▶ **Problem to work on**
Word for word, retype the first line of the records and every following line through the one containing "display:flex; align-items:center; gap:20px;".

▶ **Dataset excerpts**
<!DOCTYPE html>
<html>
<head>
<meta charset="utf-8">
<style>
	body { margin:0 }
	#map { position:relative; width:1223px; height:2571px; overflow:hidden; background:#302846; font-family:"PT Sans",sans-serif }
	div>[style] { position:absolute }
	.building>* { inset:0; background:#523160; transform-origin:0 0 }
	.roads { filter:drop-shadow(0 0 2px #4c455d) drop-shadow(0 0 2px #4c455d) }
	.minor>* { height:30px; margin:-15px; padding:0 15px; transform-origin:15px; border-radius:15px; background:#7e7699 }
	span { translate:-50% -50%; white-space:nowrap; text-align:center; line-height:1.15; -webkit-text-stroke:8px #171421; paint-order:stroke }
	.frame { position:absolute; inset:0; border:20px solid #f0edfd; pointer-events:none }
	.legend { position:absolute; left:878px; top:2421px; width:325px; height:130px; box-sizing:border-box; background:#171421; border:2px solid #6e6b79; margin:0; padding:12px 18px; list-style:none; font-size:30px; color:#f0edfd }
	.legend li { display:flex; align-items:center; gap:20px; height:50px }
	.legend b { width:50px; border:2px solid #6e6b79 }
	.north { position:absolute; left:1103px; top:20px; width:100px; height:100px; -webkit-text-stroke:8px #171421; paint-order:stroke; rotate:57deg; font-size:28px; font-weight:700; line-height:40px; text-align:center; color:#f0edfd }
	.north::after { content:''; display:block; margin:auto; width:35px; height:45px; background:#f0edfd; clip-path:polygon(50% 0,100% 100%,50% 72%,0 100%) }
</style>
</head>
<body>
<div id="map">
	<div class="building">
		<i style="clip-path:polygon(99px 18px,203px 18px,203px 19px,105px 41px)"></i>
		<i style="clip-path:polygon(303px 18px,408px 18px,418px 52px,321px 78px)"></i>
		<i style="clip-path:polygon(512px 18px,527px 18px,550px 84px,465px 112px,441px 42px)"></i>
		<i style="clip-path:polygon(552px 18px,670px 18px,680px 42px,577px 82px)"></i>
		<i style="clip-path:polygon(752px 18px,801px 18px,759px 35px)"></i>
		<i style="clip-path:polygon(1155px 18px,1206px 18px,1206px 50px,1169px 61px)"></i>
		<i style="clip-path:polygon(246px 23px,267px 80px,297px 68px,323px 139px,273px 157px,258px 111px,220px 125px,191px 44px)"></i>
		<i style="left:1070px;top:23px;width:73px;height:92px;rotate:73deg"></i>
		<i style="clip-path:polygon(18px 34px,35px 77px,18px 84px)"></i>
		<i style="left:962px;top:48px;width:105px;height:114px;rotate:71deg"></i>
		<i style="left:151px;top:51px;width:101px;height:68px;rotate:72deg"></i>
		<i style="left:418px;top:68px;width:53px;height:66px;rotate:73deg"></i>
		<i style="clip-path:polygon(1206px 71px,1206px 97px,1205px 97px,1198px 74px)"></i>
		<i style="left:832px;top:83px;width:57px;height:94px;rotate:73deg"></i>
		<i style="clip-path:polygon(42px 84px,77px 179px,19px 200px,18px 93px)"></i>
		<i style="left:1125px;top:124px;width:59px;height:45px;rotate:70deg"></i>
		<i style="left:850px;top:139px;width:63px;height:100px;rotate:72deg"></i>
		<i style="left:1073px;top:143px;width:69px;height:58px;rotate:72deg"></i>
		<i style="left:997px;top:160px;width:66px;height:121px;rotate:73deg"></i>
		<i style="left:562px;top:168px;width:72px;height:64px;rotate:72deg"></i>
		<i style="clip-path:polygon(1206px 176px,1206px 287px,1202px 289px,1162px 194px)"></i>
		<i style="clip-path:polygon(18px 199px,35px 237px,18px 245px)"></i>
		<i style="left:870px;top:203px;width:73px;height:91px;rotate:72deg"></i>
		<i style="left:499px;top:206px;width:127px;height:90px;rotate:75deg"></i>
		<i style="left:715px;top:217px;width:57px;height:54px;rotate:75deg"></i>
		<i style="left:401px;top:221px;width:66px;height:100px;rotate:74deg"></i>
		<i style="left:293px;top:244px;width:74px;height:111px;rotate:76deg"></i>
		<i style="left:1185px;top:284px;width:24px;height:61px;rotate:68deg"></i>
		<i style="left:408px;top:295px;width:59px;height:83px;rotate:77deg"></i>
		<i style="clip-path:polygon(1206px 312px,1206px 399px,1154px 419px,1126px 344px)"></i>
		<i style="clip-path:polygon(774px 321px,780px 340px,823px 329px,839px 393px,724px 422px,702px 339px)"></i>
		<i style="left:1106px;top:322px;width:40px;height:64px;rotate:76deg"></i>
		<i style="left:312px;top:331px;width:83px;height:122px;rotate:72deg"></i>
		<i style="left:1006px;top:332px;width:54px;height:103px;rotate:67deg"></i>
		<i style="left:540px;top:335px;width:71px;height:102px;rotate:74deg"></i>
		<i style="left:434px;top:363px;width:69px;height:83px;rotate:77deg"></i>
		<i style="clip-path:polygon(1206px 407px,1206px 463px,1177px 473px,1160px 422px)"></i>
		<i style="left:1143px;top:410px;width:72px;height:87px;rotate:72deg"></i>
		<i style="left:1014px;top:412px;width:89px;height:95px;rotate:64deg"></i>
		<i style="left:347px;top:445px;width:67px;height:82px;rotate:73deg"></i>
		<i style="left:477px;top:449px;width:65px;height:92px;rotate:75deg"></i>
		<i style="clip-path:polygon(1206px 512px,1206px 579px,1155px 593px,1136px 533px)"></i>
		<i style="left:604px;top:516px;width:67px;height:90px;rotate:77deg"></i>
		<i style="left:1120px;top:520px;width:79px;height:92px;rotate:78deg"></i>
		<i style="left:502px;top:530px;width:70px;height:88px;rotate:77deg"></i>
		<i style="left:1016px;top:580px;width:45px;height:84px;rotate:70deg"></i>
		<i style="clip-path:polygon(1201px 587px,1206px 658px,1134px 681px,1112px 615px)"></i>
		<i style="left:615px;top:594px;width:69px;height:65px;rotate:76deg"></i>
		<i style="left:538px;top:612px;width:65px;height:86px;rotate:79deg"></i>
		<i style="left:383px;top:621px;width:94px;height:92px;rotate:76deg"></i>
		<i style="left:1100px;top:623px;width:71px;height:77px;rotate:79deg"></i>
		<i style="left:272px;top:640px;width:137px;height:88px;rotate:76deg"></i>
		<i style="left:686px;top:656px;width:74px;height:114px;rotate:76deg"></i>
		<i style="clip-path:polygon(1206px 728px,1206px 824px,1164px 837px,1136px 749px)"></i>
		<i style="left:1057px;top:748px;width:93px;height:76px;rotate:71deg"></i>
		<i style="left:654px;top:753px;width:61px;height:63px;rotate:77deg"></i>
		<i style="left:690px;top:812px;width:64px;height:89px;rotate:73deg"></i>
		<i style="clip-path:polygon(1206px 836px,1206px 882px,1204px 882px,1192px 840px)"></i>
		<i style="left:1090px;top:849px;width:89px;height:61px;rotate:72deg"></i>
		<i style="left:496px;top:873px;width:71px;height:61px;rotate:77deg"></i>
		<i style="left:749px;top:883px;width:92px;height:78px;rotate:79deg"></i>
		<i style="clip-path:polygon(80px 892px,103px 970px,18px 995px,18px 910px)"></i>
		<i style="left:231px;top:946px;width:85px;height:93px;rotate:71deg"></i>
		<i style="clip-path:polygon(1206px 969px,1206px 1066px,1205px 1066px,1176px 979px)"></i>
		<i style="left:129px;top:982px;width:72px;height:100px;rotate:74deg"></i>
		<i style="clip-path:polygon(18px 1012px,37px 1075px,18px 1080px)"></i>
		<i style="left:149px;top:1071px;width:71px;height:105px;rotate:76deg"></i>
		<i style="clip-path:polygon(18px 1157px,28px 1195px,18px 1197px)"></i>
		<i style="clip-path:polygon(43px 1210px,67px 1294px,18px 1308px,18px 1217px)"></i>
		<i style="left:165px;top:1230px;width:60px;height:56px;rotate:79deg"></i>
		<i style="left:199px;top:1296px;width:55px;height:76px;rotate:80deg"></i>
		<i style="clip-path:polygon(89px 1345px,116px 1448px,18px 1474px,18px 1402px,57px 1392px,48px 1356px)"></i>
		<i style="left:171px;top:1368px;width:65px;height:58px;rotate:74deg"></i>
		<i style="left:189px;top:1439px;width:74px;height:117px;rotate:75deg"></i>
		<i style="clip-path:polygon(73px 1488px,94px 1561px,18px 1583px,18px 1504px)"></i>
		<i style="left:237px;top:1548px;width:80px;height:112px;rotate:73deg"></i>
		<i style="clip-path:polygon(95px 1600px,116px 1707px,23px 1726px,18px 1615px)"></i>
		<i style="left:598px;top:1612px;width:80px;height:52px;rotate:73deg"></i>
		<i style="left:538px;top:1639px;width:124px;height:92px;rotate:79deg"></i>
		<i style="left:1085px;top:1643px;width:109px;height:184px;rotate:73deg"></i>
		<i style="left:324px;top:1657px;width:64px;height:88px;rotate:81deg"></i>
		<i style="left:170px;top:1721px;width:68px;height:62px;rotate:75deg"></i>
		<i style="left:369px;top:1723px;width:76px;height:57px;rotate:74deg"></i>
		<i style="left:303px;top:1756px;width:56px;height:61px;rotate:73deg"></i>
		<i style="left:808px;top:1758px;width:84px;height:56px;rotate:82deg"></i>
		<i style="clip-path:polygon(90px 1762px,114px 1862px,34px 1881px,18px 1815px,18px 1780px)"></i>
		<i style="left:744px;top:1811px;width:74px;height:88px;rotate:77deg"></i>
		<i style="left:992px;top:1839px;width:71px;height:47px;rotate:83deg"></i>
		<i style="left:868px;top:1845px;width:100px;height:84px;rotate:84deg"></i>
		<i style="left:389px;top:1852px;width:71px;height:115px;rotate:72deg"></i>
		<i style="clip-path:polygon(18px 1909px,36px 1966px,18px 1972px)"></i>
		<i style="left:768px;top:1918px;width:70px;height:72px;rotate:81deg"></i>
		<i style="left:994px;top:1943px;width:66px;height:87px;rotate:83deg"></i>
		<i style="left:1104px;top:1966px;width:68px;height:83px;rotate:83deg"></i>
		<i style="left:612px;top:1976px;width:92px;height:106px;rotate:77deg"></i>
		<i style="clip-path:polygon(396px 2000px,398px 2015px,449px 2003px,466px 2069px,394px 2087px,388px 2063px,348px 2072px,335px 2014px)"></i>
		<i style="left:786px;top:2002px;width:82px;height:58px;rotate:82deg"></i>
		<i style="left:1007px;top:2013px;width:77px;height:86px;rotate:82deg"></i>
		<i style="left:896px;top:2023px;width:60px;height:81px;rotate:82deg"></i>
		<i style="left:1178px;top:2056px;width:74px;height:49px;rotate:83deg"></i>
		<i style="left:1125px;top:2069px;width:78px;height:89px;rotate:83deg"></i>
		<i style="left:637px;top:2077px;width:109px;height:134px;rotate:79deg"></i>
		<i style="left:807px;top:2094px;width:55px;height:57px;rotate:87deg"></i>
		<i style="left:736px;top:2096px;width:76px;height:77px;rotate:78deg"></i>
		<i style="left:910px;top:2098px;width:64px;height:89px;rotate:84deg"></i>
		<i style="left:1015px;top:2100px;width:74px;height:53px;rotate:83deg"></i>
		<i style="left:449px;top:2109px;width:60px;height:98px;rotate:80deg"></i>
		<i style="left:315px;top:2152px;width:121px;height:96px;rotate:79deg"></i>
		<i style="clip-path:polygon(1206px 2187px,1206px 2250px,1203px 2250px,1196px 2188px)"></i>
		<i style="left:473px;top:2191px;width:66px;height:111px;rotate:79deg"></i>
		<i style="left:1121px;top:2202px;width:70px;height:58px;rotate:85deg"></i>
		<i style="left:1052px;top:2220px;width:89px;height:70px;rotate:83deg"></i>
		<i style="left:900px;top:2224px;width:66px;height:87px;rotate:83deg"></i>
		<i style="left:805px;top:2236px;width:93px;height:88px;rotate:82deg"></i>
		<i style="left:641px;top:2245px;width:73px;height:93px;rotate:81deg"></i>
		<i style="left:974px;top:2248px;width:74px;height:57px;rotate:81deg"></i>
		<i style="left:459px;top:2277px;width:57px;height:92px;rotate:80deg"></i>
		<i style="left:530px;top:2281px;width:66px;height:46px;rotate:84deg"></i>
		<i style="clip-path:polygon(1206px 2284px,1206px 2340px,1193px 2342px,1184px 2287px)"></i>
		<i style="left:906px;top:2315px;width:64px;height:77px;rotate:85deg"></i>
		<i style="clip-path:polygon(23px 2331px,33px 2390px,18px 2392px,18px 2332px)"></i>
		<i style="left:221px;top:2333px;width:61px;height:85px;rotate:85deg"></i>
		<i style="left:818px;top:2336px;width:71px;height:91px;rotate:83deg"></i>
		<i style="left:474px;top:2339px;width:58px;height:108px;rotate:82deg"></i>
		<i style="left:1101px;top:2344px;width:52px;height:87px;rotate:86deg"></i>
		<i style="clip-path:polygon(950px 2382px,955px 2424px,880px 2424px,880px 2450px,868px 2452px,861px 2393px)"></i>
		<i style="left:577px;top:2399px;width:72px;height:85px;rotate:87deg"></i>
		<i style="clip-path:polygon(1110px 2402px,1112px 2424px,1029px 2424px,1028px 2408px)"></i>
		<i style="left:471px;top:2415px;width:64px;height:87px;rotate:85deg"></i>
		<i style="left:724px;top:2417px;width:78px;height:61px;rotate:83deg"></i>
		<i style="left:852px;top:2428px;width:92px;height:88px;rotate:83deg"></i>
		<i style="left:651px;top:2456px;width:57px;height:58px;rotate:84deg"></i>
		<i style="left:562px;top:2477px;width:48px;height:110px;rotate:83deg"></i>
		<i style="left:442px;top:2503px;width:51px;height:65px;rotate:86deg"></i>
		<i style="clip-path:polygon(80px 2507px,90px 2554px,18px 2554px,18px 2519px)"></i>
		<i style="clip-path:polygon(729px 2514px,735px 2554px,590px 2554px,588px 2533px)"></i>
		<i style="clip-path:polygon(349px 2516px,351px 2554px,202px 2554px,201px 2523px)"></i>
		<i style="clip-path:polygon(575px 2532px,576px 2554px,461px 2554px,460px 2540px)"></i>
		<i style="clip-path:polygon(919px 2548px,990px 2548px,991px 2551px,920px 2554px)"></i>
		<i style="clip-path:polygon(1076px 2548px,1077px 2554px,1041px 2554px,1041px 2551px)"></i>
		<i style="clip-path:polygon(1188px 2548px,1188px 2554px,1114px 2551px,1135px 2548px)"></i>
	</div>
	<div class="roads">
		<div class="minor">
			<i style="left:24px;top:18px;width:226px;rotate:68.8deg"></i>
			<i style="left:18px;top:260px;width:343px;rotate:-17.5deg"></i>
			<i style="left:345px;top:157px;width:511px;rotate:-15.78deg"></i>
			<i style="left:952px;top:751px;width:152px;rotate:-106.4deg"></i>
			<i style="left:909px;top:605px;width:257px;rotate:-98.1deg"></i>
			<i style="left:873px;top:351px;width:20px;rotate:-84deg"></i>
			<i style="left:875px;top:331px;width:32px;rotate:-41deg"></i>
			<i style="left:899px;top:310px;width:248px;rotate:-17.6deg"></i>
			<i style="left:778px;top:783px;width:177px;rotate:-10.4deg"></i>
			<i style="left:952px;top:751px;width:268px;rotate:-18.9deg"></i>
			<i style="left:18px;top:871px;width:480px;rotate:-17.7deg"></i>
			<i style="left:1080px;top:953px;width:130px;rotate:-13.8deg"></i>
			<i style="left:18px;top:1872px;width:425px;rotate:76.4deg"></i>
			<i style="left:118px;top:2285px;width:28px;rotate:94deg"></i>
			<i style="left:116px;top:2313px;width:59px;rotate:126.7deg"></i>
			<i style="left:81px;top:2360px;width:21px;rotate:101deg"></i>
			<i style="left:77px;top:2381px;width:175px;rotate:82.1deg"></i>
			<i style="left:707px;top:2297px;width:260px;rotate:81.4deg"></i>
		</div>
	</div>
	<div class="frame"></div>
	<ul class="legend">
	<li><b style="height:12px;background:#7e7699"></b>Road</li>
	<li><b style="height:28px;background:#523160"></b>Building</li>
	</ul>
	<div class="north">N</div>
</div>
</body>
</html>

▶ **Exercise response**
<!DOCTYPE html>
<html>
<head>
<meta charset="utf-8">
<style>
	body { margin:0 }
	#map { position:relative; width:1223px; height:2571px; overflow:hidden; background:#302846; font-family:"PT Sans",sans-serif }
	div>[style] { position:absolute }
	.building>* { inset:0; background:#523160; transform-origin:0 0 }
	.roads { filter:drop-shadow(0 0 2px #4c455d) drop-shadow(0 0 2px #4c455d) }
	.minor>* { height:30px; margin:-15px; padding:0 15px; transform-origin:15px; border-radius:15px; background:#7e7699 }
	span { translate:-50% -50%; white-space:nowrap; text-align:center; line-height:1.15; -webkit-text-stroke:8px #171421; paint-order:stroke }
	.frame { position:absolute; inset:0; border:20px solid #f0edfd; pointer-events:none }
	.legend { position:absolute; left:878px; top:2421px; width:325px; height:130px; box-sizing:border-box; background:#171421; border:2px solid #6e6b79; margin:0; padding:12px 18px; list-style:none; font-size:30px; color:#f0edfd }
	.legend li { display:flex; align-items:center; gap:20px; height:50px }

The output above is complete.